Of course, cryptocurrency is not without controversy. It is still widely regarded as a speculative and highly volatile investment. And despite transactions like the one conducted by Hanyecz and Sturdivant becoming more common, some critics assert that it has very little utility at scale. Beyond that, others have concerns regarding Bitcoin’s environmental impact

With those controversies in mind, it’s worth considering whether a Bitcoin Pizza Day promotion is right for your pizzeria. Or at the very least, note that if you do run a promotion, some gripes might show up on your social media channels.
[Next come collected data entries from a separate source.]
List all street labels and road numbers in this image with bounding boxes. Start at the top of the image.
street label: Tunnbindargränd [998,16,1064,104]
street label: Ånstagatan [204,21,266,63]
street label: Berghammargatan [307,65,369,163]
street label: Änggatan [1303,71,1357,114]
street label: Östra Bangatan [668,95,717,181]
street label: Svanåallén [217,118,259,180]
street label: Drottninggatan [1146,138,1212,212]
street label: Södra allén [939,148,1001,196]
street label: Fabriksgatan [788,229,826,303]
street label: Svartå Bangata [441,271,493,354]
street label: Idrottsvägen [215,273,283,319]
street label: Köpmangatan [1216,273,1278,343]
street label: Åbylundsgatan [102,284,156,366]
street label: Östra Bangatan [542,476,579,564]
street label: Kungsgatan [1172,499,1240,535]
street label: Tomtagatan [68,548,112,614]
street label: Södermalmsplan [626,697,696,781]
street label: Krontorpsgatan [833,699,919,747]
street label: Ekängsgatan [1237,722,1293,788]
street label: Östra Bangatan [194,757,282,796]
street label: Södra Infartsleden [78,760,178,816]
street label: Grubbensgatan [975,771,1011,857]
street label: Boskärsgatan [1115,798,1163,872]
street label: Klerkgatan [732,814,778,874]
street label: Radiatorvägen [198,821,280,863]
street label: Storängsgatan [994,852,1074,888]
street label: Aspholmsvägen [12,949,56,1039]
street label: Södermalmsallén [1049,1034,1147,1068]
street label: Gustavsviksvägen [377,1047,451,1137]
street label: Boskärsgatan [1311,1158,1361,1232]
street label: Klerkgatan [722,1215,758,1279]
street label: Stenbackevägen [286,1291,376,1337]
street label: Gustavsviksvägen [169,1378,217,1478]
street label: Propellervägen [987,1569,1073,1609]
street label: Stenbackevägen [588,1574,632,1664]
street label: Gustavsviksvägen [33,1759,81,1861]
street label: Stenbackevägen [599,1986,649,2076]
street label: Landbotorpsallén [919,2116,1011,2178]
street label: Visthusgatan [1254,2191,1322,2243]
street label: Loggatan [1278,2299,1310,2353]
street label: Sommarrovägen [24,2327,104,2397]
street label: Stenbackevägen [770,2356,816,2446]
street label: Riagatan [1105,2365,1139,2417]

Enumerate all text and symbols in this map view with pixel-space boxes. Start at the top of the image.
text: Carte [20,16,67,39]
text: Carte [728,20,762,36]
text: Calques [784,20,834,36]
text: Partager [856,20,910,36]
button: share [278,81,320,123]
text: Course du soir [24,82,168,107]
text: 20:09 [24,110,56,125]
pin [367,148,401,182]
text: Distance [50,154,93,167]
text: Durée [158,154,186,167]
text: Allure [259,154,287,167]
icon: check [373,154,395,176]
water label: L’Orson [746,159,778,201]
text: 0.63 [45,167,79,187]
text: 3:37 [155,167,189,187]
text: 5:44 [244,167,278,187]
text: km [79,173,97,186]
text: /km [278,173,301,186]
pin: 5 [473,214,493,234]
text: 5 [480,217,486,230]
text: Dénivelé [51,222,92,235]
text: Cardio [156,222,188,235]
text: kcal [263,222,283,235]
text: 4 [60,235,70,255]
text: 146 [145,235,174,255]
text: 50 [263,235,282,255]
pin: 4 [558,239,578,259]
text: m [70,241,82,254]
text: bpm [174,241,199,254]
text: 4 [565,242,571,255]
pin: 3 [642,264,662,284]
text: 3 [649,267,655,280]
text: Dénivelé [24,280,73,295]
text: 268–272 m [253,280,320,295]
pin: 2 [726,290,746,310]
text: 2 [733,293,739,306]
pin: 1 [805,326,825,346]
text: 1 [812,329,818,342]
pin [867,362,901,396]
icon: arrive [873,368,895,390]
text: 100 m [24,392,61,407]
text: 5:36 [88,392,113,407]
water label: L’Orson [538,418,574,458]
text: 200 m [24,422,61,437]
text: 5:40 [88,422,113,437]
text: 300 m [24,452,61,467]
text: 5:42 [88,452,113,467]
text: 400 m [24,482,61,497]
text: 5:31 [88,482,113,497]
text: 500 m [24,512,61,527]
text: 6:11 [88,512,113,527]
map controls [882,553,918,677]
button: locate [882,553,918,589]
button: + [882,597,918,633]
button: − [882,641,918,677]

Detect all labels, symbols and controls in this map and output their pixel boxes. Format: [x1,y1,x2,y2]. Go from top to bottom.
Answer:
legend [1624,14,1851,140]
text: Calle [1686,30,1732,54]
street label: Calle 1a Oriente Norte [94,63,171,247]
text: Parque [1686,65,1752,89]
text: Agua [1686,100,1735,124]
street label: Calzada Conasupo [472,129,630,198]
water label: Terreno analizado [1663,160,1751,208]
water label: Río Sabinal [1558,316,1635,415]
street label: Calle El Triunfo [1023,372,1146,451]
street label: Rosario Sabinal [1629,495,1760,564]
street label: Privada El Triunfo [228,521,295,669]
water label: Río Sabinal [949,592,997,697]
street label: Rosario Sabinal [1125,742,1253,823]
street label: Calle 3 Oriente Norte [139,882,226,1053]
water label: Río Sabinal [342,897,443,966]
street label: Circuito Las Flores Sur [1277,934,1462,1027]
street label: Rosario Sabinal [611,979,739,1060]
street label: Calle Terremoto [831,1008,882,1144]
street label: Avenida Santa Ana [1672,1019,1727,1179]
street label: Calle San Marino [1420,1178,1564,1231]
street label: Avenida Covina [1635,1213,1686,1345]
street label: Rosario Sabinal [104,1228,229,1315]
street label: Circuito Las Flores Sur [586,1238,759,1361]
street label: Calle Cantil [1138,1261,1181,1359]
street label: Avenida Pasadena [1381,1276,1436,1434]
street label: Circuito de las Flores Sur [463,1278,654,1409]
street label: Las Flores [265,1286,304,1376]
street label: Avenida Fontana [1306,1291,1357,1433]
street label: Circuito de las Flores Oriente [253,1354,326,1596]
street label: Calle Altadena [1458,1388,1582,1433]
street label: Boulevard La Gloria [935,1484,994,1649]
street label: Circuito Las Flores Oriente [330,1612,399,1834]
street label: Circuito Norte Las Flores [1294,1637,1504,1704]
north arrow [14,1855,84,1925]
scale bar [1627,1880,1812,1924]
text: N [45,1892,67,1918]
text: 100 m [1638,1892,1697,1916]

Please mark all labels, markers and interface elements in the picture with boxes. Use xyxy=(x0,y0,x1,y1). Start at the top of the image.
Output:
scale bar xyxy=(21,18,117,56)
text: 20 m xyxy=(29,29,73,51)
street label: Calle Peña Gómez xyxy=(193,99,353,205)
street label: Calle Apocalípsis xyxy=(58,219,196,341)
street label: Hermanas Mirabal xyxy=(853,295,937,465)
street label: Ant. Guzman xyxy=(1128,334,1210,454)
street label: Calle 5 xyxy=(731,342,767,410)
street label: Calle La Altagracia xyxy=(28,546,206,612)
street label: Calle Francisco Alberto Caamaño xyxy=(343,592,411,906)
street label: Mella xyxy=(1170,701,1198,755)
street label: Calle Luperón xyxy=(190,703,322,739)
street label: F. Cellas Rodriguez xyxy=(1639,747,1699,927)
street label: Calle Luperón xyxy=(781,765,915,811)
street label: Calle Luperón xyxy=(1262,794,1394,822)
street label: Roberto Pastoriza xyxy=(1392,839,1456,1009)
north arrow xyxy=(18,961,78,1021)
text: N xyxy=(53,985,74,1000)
As for what became of Hanyecz, he gave a 2019 interview to Anderson Cooper on CNN. Cooper asked Hanyecz, “Are there nights you wake up, where you think, ‘I could have $800 million…if I hadn’t bought those pizzas?” 

“I think (that) thinking like that is…not really good for me,” replied the Florida-based programmer. In other words, he says he doesn’t regret spending his Bitcoin stash on pizza. Since then, he cashed in the rest of the Bitcoin he owned before they rose to $1 value so he could buy a computer. Maybe the nicest thing that can be said about Hanyecz’s investments is that he was ahead of the curve—and once got two Papa Johns’ pizzas to show for it.